Suppose one is interested in annual exposure to a chemical over a period of 4 months with monthly doses of 1, 1, 1, 97 (units). The median dose is 1 (unit) whereas he mean dose is 25, which as in David's example, nets the total intake (100 units) by multiplying by the number of months 4. The median would provide an estimated total intake of 1 unit....obviously biased low.
interesting...Thanks a lot Kern for the brilliant point shared and the example given. Your point is very well noted and much appreciated. I however seek clarity on the issue of "parameter of interest is represented by an integral" in your statement above. Are you referring to parameters associated with continuous variables? (or also discrete variables". I ask this because I know integrals are more used on continuous variables, and talking of a parameter being represented by an integral sounds a little confusing for me.
David, the integral over a continuous variable is simiar to the sum over a discrete variable. In practice we almost always have actually discrete variables. The income for instance is given as money per person, so to "integrate" the income over all persons would mean to simly sum the individual incomes. Same for the example with the monthly doses: "dose per month" again is discrete, and summing up all the discrete monthly doses gives the total dose over the whole considered period of time. If one really considered continuous variables, the intergal has a different meaning than the integrated variable. For instance, if your variable is speed, the integral over time will be a distance. When the variable is a probability *density*(!) of a continuous variable, the integral over the quantiles will be a probability value.

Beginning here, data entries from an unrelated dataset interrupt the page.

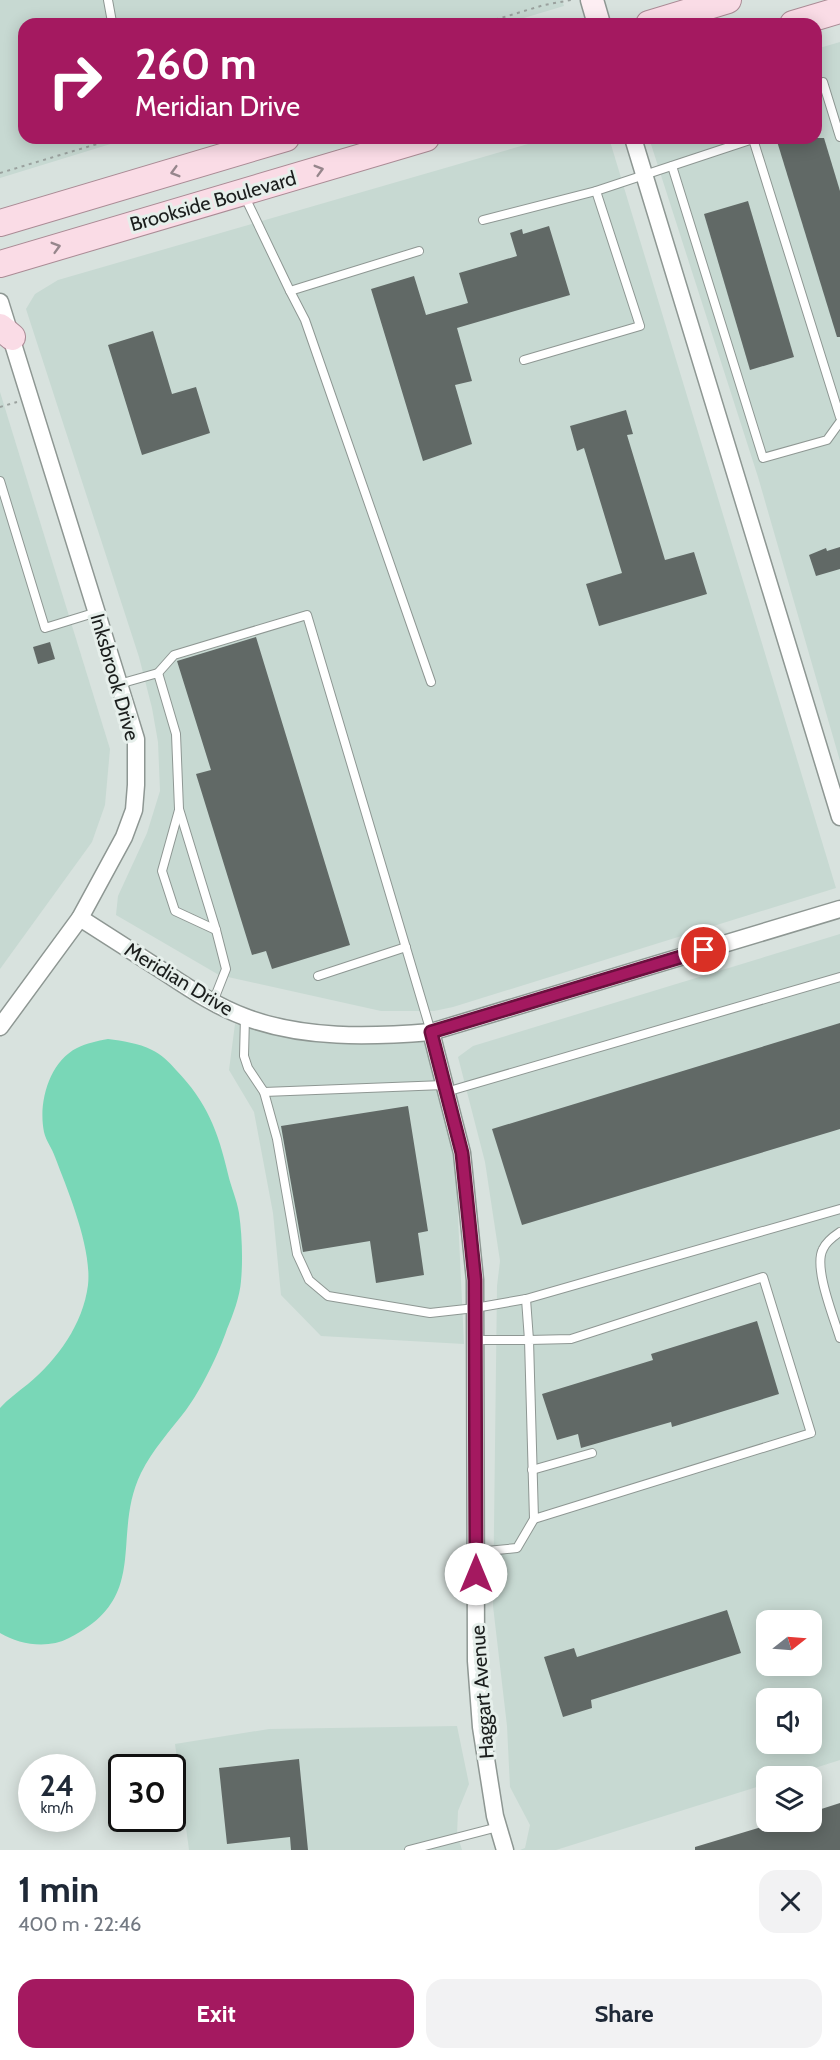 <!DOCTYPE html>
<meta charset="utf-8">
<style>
:root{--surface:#fff;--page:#f2f2f3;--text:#1f2937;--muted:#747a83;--accent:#a41960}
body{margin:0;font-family:Cabin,sans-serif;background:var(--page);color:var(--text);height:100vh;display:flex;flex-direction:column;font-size:22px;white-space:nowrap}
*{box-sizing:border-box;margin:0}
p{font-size:20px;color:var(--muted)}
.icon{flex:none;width:33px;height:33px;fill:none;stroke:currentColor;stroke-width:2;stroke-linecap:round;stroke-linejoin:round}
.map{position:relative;height:1850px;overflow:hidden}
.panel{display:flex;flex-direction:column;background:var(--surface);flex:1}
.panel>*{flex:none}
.top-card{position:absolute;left:18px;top:18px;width:804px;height:126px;border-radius:18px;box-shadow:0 3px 15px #0003;background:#a41960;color:#fff;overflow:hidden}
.needle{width:39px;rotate:73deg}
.fabs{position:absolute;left:756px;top:1610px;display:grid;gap:12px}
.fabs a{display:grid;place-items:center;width:66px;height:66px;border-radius:12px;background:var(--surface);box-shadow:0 3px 15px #0003;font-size:30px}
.speed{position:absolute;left:18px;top:1754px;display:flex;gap:12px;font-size:30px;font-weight:700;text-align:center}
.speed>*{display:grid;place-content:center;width:78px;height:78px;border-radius:50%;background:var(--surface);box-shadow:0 3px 15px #0003;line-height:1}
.speed small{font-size:15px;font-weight:400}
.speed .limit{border:3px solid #111;border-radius:9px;background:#fff;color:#111}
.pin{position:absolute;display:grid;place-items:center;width:51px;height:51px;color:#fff;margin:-26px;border:3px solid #fff;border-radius:50%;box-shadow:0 2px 6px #0007}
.me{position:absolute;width:66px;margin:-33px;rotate:0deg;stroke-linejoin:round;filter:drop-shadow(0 0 4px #0008)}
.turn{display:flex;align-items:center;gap:21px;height:126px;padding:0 18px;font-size:27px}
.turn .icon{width:78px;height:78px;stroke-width:2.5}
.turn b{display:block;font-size:42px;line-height:51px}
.round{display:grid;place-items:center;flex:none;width:63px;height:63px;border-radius:18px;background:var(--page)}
.headline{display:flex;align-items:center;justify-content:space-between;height:102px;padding:0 18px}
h1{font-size:36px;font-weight:700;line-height:45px}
.cta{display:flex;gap:12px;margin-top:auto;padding:12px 18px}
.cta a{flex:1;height:69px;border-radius:18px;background:var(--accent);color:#fff;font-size:24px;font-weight:700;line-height:69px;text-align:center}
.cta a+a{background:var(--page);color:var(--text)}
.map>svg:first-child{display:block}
.built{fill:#c7d9d2;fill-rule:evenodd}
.water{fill:#79d7b7}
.building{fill:#616966}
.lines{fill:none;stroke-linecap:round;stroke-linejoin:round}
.lane-casing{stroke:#8e9793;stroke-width:10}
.street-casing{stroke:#8e9793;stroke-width:19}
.secondary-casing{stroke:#8e9793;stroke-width:25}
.primary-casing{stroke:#aa8b95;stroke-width:28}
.path{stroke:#9aa19e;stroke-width:2;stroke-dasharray:3 4.5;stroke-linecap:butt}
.lane{stroke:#fff;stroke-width:8}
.street{stroke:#fff;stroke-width:16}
.secondary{stroke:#fdeef3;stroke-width:22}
.primary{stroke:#fadce6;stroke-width:26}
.oneway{stroke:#96868c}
.route-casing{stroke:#6b103e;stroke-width:15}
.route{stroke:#a41960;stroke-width:10}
.labels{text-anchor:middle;stroke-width:6;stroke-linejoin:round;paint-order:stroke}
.street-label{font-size:20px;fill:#1b1e1d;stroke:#e6efeb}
</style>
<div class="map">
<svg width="840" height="1850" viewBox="0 0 840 1850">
<rect width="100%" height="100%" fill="#d8e2de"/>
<g class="built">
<polygon points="0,0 562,0 564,6 504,24 24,24 24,138 130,138 0,178"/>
<polygon points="840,42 840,761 758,477 649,138 816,138 816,49"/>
<polygon points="549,138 609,138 836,888 453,1007 434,1011 381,1011 219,975 116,915 118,896 147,833 160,791 158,742 152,708 139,657 26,309 35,294 58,280"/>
<polygon points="0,392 110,749 105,805 92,842 0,969"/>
<path d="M840,934V1760L790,1776H766V1784L556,1850H520L525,1848L530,1825L510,1787L507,1726L493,1606L497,1286L500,1261L485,1162L458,1057L473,1046ZM766,1620H812V1665H766ZM766,1698H812V1743H766Z"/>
<polygon points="235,1024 292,1039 338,1044 426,1039 455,1153 464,1344 321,1336 281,1295 273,1213 254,1112 229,1070"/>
<polygon points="457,1726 469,1784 458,1811 457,1834 462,1850 189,1850 175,1744 269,1729"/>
</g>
<path class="water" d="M108,1039C123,1041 138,1043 152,1050C161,1054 169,1062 176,1070C207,1102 218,1131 228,1174C231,1187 237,1200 239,1213C242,1234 243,1260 241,1281C240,1296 233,1315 227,1329C219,1353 201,1390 186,1410C170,1431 153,1449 141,1473C110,1537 152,1597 69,1638C48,1649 20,1645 0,1633V1408C8,1399 18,1392 28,1384C58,1359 83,1324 88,1285C92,1248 68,1191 55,1157C52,1148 46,1141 44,1132C38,1103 49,1062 77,1048C87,1043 97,1041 108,1039Z"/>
<g class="building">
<polygon points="776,138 824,138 840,191 840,337 837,337"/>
<polygon points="748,201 794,357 750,370 704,214"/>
<polygon points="549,226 570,295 457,328 472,381 455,385 472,444 423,461 371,289 414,276 426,315 468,303 459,273 517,256 510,233 522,229 523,234"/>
<polygon points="153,331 172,394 196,387 210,433 142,455 108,345"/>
<polygon points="626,410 633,434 627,435 665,560 694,552 707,594 599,626 586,584 622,573 584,448 577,451 570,426"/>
<polygon points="840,547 840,569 816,576 809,555 826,548 827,551"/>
<polygon points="256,637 350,945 272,969 266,951 252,955 196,774 211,770 177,661"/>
<polygon points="50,642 55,659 38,664 33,647"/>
<polygon points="840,1023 840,1129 522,1225 492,1129"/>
<polygon points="408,1106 428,1231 418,1233 424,1275 376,1283 370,1241 303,1252 281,1126"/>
<polygon points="757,1321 779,1394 672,1427 671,1422 581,1448 578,1434 557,1440 542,1394 653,1360 651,1354"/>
<polygon points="727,1610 741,1653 591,1700 592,1708 563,1717 544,1657 574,1648 577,1657"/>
<polygon points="299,1759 308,1850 291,1850 290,1837 227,1844 219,1768"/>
<polygon points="840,1803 840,1850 695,1850 695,1847 781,1821 812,1821 812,1812"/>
</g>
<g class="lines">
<g class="lane-casing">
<g id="lane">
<polyline points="108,0 112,22"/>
<polyline points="816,84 823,82 840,137"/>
<polyline points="672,166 763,458 827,440 840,422"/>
<polyline points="244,195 290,291 419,251"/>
<polyline points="483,220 596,191 753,139 840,417"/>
<polyline points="290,291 305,320 431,682"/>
<polyline points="524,360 640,326 596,191"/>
<polyline points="0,481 45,628 97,612"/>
<polyline points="158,673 174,655 307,615 431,1032"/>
<polyline points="119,684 158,673 176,734 179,809 216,930 226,969 213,1002"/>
<polyline points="179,810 162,871 175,911 216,930"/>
<polyline points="318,976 406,947"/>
<polyline points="245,1017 244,1056 248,1068 264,1092 444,1085"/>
<polyline points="264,1092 277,1139 297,1254 309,1280 328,1296 430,1313 475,1308 526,1299 840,1209"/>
<polyline points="446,1092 840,977"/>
<path d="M840,1232C834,1236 826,1242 823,1249C813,1267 834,1318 840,1338"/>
<polyline points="475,1340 529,1340 534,1519 811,1433 763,1277 571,1339 529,1340 526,1299"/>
<polyline points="532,1470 592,1453"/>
<polyline points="476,1552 517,1548 534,1519"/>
<polyline points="409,1850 498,1827"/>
</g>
</g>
<g class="street-casing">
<g id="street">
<polyline points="633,138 840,817"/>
<polyline points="0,302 128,713 136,739 136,785 134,810 124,837 80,918 0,1027"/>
<path d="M80,918C110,937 139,956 169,975C193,991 218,1007 245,1017C303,1039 370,1037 431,1032L840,909"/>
<polyline points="431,1032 462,1153 475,1280 476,1661 481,1727 495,1816 505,1850"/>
</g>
</g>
<g class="secondary-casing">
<polyline id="secondary" points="592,0 599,24"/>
</g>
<g class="primary-casing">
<g id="primary">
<polyline points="649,24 728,0"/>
<polyline points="793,24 840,10"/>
<polyline points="0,223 286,138"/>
<polyline points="0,264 426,138"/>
<polyline points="0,327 12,337"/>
</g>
</g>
<g class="path">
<polyline points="481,24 544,5 571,0"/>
<polyline points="0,173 117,138"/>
<polyline points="0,407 17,402"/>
</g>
<use href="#lane" class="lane"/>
<use href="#street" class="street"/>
<use href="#secondary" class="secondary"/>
<use href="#primary" class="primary"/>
</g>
<defs><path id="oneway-chevron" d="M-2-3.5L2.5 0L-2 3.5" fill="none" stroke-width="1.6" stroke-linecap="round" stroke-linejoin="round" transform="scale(1.5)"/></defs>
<g class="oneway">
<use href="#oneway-chevron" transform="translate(319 170) rotate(-16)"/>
<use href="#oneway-chevron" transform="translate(175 172) rotate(164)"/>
<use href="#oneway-chevron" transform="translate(56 247) rotate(-16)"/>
</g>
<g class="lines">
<g class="route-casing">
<polyline id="route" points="476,1574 475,1280 462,1153 431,1032 704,950"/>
</g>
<use href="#route" class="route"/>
</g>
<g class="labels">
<g class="street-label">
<text transform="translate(213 201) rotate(-16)" y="7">Brookside Boulevard</text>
<text transform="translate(115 677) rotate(74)" y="7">Inksbrook Drive</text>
<text transform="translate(179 979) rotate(31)" y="7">Meridian Drive</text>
<text transform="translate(482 1692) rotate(-94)" y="7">Haggart Avenue</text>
</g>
</g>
</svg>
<div class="fabs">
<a><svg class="needle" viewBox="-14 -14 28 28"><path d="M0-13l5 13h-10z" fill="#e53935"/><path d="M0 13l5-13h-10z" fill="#747a83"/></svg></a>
<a><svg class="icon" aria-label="sound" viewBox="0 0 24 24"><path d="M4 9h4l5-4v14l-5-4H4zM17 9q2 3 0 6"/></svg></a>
<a><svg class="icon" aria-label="layers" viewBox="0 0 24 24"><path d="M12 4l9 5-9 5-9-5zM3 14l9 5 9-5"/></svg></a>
</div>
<div class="speed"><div>24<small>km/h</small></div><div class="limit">30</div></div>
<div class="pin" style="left:704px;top:950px;background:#d93025"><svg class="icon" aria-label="arrive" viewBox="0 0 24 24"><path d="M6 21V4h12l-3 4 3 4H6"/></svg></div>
<svg class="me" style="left:476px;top:1574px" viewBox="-20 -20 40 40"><circle r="19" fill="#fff"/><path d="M0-13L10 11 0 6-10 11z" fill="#a41960"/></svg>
<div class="top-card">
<div class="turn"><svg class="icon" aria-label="right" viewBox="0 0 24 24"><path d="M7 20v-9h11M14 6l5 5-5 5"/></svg><div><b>260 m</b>Meridian Drive</div></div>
</div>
</div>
<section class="panel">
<div class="headline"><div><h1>1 min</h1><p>400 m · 22:46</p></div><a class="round"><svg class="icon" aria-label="close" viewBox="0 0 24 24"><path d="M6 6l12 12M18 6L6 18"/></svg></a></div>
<div class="cta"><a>Exit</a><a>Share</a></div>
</section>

Very interesting responses. When dealing with Continuous data I like to have a clear idea of the data by not only looking at the central tendency (Mean, Median, Mode), but also studying the shape and spread of the data.
Media is esential of course, and if you divide the CDF by the media, then you obtain the CDF in mediae of the distribution as an adimentional function. I call this method Adimentional Statistics because it separates the analysis of the evolution of media from the evolution of distribution. Then it is possible to observe how the distributive structure and its median (measured in mediae) fluctuates when comparing two samples or two moments. In econometrics average income usually grows -not in this crisis times- but its adimentional distribution does not necessarily improves, something that may be observed when median declines and when half of the total distributed mass of income is received by an smaller fraction of the whole population (which we may call the elite). At the end, final analysis must integrate the real value of the media with the adimentional structure of distribution to understand the whole matter. All this is related to the analysis of another important representation of distribution that is adimentional: the Lorenz Curve. From this perspective the importance of the median as an indicator is somewhat polysemic and shortly-informative for those that work samples that do not resemble to normal distributions -that only behave as expected when standard-deviations are very close to zero and only cover a tiny portion of cases of interest-.This is a theme that incites nice debates among different opinions and experiences.
when the distribution of the contineous variable not normal, it is recommended to report the median rather than the mean, as median is not affected by extreme values.
What if the median would be more proper in not normally distributed data but other studies used to report the mean? So, in order to compare the results to other findings, we would prefer to go with the mean? And, presenting both is not really good an option for us.